Geoffrey Warner, Didcot,
It's undoubtedly true that history is far more complicated than it appears when taught to a sixteen-year-old, but unless our children KNOW the facts - that the US delayed entering the war until 1941, yet helped Britain as early as 1939 - they will never later be able even to attempt to understand why.
Ollie, London, UK
actually it might be quite helpful if more politicians knew a little more about science and a little less about law, history, and other pontificating arts...
elemjay, London,
University history is contested, school history is not. Of course there will be tussles about what goes into the school curriculum, and how the material is presented, but basically children need to move from a state of not knowing the story to knowing the outline. There was such a person as Sir Francis Drake and no-one contests that. Though people do contest the Holocaust they can be safely put with Jesus Mythers, Creationsists, and Pyramidologists. If children can name Drake's ship, remember the quote after the attack on Cadiz, and repeat the story of the bowls, then the job has been done reasonably well. As they move into A level a few of the brighter ones will ask "what are you trying to achieve by concentrating on so-called national heroes?" But that's a sign that they are getting too old for school.
Malcolm McLean, Bradford, UK
Arguably the analogy between history and physics is flawed. Most people learn the physics they need very early in life, largely through experimentation (gravity, inertia, friction) and the brain processes much of these matters automatically (think of predicting the arc of a ball to be able to catch it). Higher level physics is fascinating, and important, but not usually required for everyday life. Politicians, however, should have an awareness of quite how important it is (something lacking in current target-obsessed research).
History instead raises issues and debates which do keep recurring in society and human experience, and the knowledge is less easily learned through living. From that perspective the teaching of history is arguably therefore more important than physics. Interesting historical questions would be "is there a national memory?" "What is it?" "Have previous attempts to teach it worked?" "Why?" I note politicians do not ask these questions. How unhistorical!
JS, Cambridge,
Well, I used to have no time for history (especially of the GCSE type), either... but things changed. I have come to realise that a good knowledge of history is not only rewarding in itself, but essential in some ways. Without a sense of history, there can be no sense of progression: Life is truly, in the words of one author, 'just one damned thing after another'. A knowledge of history may not predict things helpfully, and politicians' pronouncements on the 'lessons of history' are as usless as their pronouncements on any other matter. That said, history does at least explain how things got the way they are today. History is also helpful (for spoilt consumerist Westerners like me, anyway) in pointing out just how bad life was for the bulk of the British people in the past, and how lucky most of us are today in comparison.

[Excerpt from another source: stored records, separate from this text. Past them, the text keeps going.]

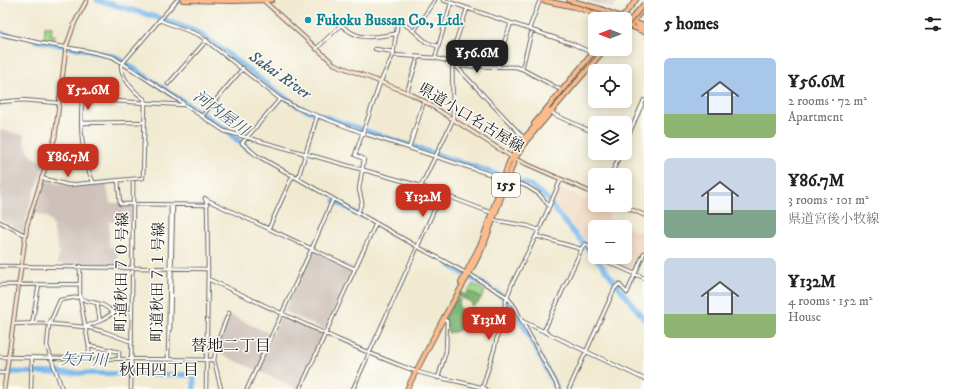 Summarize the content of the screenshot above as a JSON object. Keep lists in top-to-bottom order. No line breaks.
{"streets":{"highway":["155"],"main road":["県道小口名古屋線"],"street":["町道秋田７０号線","町道秋田７１号線"]},"crossings":[["県道小口名古屋線","155"],["町道秋田７０号線","町道秋田７１号線"]],"districts":["替地二丁目","秋田四丁目"],"water":["Sakai River","河内屋川","矢戸川"],"places":["Fukoku Bussan Co., Ltd."],"north":"left","page":{"heading":"5 homes","map_buttons":["+","−"],"price":["¥56.6M","¥52.6M","¥86.7M","¥132M","¥131M"],"list":[{"name":"¥56.6M","note":"2 rooms · 72 m² · Apartment"},{"name":"¥86.7M","note":"3 rooms · 101 m² · 県道宮後小牧線"},{"name":"¥132M","note":"4 rooms · 152 m² · House"}]}} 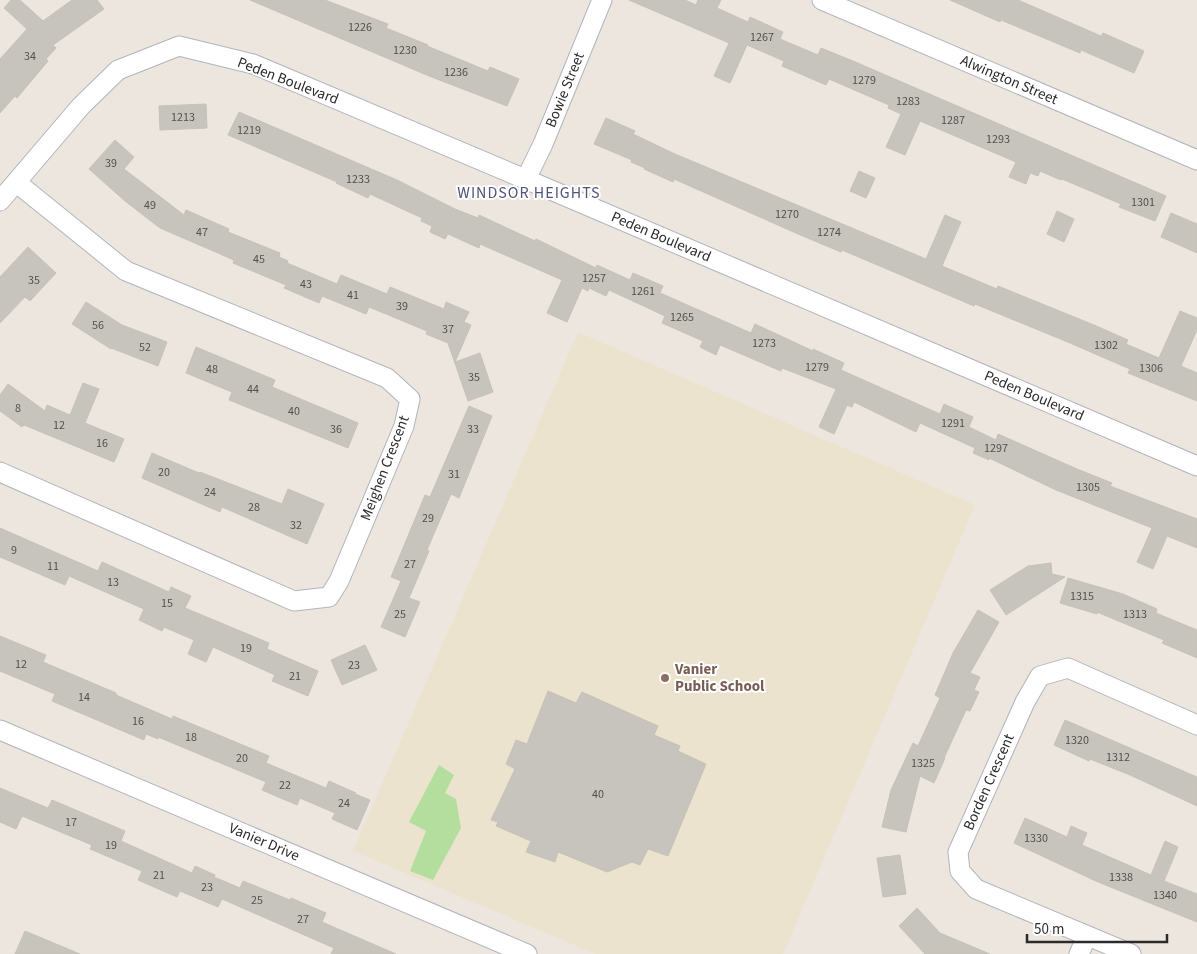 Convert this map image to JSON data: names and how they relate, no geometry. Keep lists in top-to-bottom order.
{
  "streets": {
    "street": [
      "Alwington Street",
      "Peden Boulevard",
      "Bowie Street",
      "Meighen Crescent",
      "Borden Crescent",
      "Vanier Drive"
    ]
  },
  "crossings": [
    ["Peden Boulevard", "Bowie Street"],
    ["Peden Boulevard", "Meighen Crescent"]
  ],
  "districts": ["WINDSOR HEIGHTS"],
  "places": ["Vanier Public School"],
  "house_numbers": [
    "1226",
    "1267",
    "1230",
    "34",
    "1236",
    "1279",
    "1283",
    "1213",
    "1287",
    "1219",
    "1293",
    "39",
    "1233",
    "1301",
    "49",
    "1270",
    "47",
    "1274",
    "45",
    "1257",
    "35",
    "43",
    "1261",
    "41",
    "39",
    "1265",
    "56",
    "37",
    "1273",
    "1302",
    "52",
    "1279",
    "1306",
    "48",
    "35",
    "44",
    "8",
    "40",
    "1291",
    "12",
    "36",
    "33",
    "16",
    "1297",
    "20",
    "31",
    "1305",
    "24",
    "28",
    "29",
    "32",
    "9",
    "27",
    "11",
    "13",
    "1315",
    "15",
    "25",
    "1313",
    "19",
    "12",
    "23",
    "21",
    "14",
    "16",
    "18",
    "1320",
    "1312",
    "20",
    "1325",
    "22",
    "40",
    "24",
    "17",
    "1330",
    "19",
    "21",
    "1338",
    "23",
    "1340",
    "25",
    "27"
  ],
  "scale_bar": "50 m"
}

Anyway, while you are referencing fantasy, did not the short obnoxious American in 'The Princess Bride' warn us 'Never start a land war in Asia!'
Pat, Nottingham,
As long as malaria, AIDS, hunger, wars, car accidents, alcoholism, heart attacks, diabetes, et cetera, each kill more people in a month than terrorism in a years, it is difficult to understand how it could be an âexistential threat."
Further, history has also shown the military intervention is useless against terrorism (PLO, Hamas). Applying the full force of the police however has had more succes (IRA, ETA, RAF). Anyone slightly aware of history would never have invaded Iraq and Afghanistan, and make militarism the centre piece of the counter terrorism effort.
Roy Basch, Eindhoven, Netherlands
I once had a history master who was reluctant to teach anything after the Congress of Vienna, dismissing everything that had happened since 1815 as just "old current affairs". You don't have to take such an extreme view to hesitate before calling the war in Afghanistan "successful" or to fear that the story isn't over in the Balkans yet.
Dick, Bromley, UK
The most important lesson of history is never to underestimate history. I recall, shortly after Tito´s death, an expert from London university warning of the "time-bomb" that was the then Yugoslavia. It had a slow fuse and took a decade to explode but explode it did.
It is a typical mistake of the Anglo world to suppose other cultures will react like ours. For historical reasons, they do not. Hence, the mess in the Middle East today.
John, London,
Hegel was right- âHistory teaches that history teaches us nothingâ. The politicians can read whatever they like, it will make no difference to their actions. Since when has a politician been swayed by anything they read, or were told? They will stick doggedly to their own views anyway.
Everyone else should read Michael Crichton's "State of Fear", to have a real idea of how they are being manipulated.
Martin Mills, Tunbridge Wells, England
Conclusion :- so David Aaronovitch is working on a "televised history" of the "Blair years" which will be just another hagiography/apologia.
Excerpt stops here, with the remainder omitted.